[Start of section]
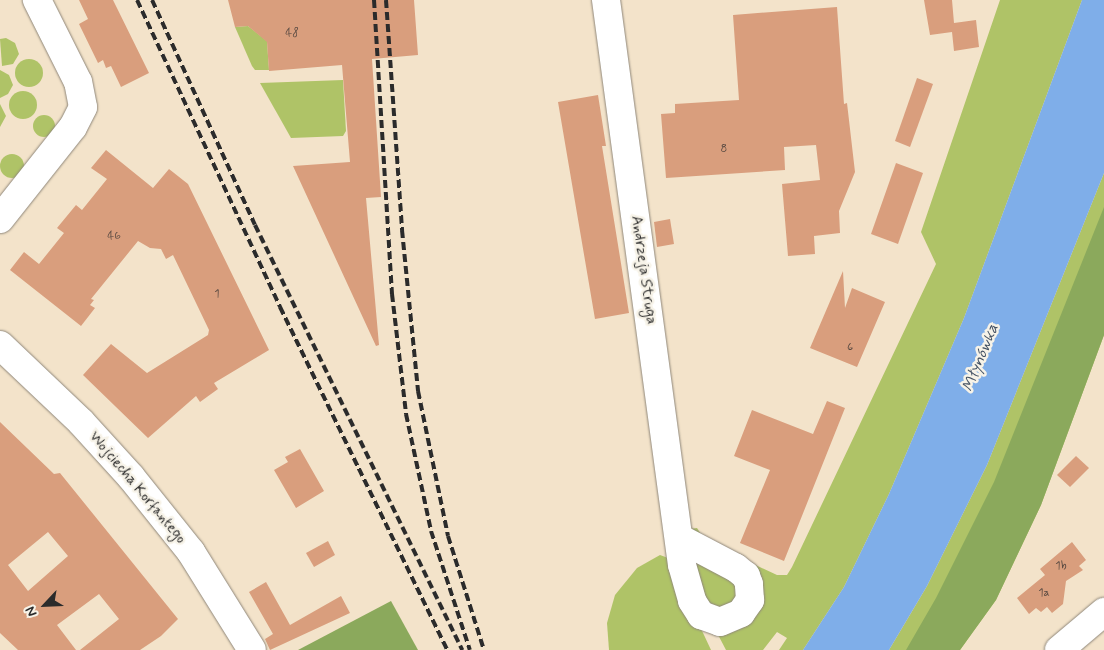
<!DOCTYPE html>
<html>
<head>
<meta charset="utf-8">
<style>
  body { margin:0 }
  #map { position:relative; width:1104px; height:650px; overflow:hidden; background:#f3e3ca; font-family:Mynerve,sans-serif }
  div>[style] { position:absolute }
  .green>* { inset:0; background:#afc367 }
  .round { border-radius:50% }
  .forest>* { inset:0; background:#8ba95c }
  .water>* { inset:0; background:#7faee9 }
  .building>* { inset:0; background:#d99e7d }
  .roads { filter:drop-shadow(0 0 1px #8f877a) drop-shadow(0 0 1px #8f877a) }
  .minor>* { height:28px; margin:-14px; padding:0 14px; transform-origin:14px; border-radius:14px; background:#fff }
  .rail>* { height:4px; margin-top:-2px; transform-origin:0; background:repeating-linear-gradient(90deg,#2b2b2b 0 8px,transparent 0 12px) }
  span { translate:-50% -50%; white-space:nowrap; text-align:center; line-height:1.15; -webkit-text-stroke:5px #f7f3e8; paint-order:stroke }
  .number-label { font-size:12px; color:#564840 }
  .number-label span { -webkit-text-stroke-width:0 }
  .street-label { font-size:15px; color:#2b2b2b }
  .water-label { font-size:16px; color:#445264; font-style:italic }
  .north { position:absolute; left:20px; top:580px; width:50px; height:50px; -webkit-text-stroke:4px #f7f3e8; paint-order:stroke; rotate:245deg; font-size:14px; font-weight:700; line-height:20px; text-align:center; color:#2b2b2b }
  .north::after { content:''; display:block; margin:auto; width:18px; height:22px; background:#2b2b2b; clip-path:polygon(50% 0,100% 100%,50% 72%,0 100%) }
</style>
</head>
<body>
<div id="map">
  <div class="green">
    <div style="clip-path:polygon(1000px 0,1082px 0,964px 318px,889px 494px,844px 587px,803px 650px,779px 650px,787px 638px,777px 632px,763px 650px,726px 650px,715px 629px,754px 608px,690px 529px,697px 528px,706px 542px,777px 575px,787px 575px,792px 567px,936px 264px,921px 232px)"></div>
    <div style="clip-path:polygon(248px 26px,267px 41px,269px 70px,255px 70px,252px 66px,235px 27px)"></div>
    <div style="clip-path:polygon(6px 38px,15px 43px,19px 54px,13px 64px,2px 66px,0 39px)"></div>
    <div class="round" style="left:15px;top:59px;width:28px;height:28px"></div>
    <div style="clip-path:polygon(0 70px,9px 75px,13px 85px,8px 94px,0 98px)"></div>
    <div style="clip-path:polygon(343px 80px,346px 131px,343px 136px,291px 138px,260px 83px)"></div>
    <div class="round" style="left:9px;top:91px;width:28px;height:28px"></div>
    <div style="clip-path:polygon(0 104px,6px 116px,0 127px)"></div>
    <div class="round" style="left:33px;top:115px;width:22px;height:22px"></div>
    <div class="round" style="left:0;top:154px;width:24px;height:24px"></div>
    <div style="clip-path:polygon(1104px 173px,1104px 335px,1041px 505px,996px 600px,960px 650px,889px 650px,927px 586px,987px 465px)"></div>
    <div style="clip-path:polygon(660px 555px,668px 558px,711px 650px,609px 650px,607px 623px,615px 595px,637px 568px)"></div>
    <div style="clip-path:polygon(689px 558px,733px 574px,743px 598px,712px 614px)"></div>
  </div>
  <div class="forest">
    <div style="clip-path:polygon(1104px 207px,1104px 335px,1041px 505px,996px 600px,960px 650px,906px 650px,936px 598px,994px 482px)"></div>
    <div style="clip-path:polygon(391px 601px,418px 650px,298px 650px)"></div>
  </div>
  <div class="water">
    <div style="clip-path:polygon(1082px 0,1104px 0,1104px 173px,987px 465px,927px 586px,889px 650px,803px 650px,844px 587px,889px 494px,964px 318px)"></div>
  </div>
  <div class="building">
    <div style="clip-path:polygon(79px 0,113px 0,149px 73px,121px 87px,111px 66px,106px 68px,103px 60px,98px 63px,79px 24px,88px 19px)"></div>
    <div style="clip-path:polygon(228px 0,414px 0,418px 55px,372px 59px,381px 197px,366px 198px,379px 345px,376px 346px,293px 166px,350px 162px,342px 65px,269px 71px,267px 42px,248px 26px,235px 27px)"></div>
    <div style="clip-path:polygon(924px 0,952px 0,954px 23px,976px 20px,979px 47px,954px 51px,952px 32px,930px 35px)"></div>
    <div style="clip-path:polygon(837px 7px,844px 104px,847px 103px,855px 172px,839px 211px,840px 233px,814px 236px,815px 254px,788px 256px,782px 184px,820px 180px,816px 145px,784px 147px,785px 170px,666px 178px,661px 114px,675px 113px,675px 104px,739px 100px,733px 15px)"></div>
    <div style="clip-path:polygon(917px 78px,933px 84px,910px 147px,895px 141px)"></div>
    <div style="clip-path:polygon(598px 95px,606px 146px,602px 146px,629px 313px,595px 319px,558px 102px)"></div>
    <div style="clip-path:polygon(106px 150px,153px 188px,169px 169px,188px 184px,269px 350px,214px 383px,218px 389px,200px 402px,196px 396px,148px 438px,83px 375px,111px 344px,147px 373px,208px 335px,209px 330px,173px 255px,166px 259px,161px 249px,150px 248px,138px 241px,91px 299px,94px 300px,90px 305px,95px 308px,81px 326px,10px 270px,24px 252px,39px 264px,64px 233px,57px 228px,76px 205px,82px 210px,107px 179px,91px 168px)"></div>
    <div style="clip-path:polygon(896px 163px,923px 173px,898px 244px,871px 234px)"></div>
    <div style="clip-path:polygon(670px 219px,674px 244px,657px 247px,654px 222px)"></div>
    <div style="clip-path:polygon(843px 271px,845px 308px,852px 288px,885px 302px,857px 367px,810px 348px)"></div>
    <div style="clip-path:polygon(827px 401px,845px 408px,784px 561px,740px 543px,770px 470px,734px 456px,752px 410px,813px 434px)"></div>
    <div style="clip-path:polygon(evenodd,0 422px,54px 474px,60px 473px,178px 619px,161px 636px,140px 650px,80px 650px,119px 619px,99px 594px,57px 625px,76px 650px,18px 650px,0 633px,0 422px,48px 532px,68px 556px,28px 591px,8px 565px,48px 532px)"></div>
    <div style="clip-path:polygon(300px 449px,324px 491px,296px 508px,274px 470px,288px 462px,285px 457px)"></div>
    <div style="clip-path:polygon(1076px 456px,1089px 468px,1070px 487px,1057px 475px)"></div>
    <div style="clip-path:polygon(328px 541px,335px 555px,314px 567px,306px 553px)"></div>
    <div style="clip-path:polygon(1072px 542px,1086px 560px,1079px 566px,1083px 570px,1066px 581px,1063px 604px,1052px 613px,1047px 607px,1041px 612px,1036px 608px,1029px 614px,1017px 598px,1045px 575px,1040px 569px)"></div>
    <div style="clip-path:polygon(266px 582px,290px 625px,341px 596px,350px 613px,270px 650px,265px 639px,273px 634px,249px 592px)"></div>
  </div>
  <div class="roads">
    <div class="minor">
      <div style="left:606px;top:0;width:570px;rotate:82.34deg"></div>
      <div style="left:682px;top:565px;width:37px;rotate:74deg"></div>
      <div style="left:692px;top:601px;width:17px;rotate:57deg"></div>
      <div style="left:701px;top:615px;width:20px;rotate:20deg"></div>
      <div style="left:720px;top:622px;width:23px;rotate:-23deg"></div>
      <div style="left:741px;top:613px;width:16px;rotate:-55deg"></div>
      <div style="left:750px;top:600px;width:16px;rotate:-94deg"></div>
      <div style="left:749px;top:584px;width:9px;rotate:-111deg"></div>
      <div style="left:746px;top:576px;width:13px;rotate:-141deg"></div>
      <div style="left:736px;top:568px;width:62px;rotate:-152.2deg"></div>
      <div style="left:0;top:219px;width:117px;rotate:-51.6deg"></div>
      <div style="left:73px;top:127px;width:22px;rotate:-63deg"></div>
      <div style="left:83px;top:107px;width:25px;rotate:-101deg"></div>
      <div style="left:78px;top:82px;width:92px;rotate:-116.6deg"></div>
      <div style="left:0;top:345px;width:112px;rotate:43.5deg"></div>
      <div style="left:81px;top:422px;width:74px;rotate:47.7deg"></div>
      <div style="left:131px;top:477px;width:96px;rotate:51.3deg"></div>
      <div style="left:191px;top:552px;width:115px;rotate:58.1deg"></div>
      <div style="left:1059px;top:650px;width:59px;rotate:-40.2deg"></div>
    </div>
  </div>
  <div class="rail">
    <div style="left:137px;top:0;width:339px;rotate:65deg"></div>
    <div style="left:280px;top:307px;width:381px;rotate:64deg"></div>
    <div style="left:152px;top:0;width:247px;rotate:65.4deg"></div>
    <div style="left:255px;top:225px;width:473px;rotate:64deg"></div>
    <div style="left:374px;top:0;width:295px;rotate:86.5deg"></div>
    <div style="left:392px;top:294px;width:121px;rotate:83.3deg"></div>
    <div style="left:406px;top:414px;width:120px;rotate:77.9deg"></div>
    <div style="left:431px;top:531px;width:125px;rotate:71.9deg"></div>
    <div style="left:386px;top:0;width:231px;rotate:86deg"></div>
    <div style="left:402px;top:230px;width:162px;rotate:84.3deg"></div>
    <div style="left:418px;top:391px;width:148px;rotate:78.3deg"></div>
    <div style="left:448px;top:536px;width:120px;rotate:72.5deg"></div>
  </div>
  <div class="number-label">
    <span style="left:292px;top:34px">48</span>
    <span style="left:724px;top:150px">8</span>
    <span style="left:114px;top:237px">46</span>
    <span style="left:217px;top:295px">1</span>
    <span style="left:850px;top:348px">6</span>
    <span style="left:1061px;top:567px">1b</span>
    <span style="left:1044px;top:594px">1a</span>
  </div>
  <div class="street-label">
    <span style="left:643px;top:270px;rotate:82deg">Andrzeja Struga</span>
    <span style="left:137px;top:488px;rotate:50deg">Wojciecha Korfantego</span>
  </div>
  <div class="water-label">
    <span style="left:981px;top:358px;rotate:-68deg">Młynówka</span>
  </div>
  <div class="north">N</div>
</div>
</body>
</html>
[End of section]
■ **Aim of the task**
From the first line of the entries above down to the line holding "filter:drop-shadow(0 0 1px", quote each line exactly and nothing else, skipping pictures.

■ **Finished task**
<!DOCTYPE html>
<html>
<head>
<meta charset="utf-8">
<style>
  body { margin:0 }
  #map { position:relative; width:1104px; height:650px; overflow:hidden; background:#f3e3ca; font-family:Mynerve,sans-serif }
  div>[style] { position:absolute }
  .green>* { inset:0; background:#afc367 }
  .round { border-radius:50% }
  .forest>* { inset:0; background:#8ba95c }
  .water>* { inset:0; background:#7faee9 }
  .building>* { inset:0; background:#d99e7d }
  .roads { filter:drop-shadow(0 0 1px #8f877a) drop-shadow(0 0 1px #8f877a) }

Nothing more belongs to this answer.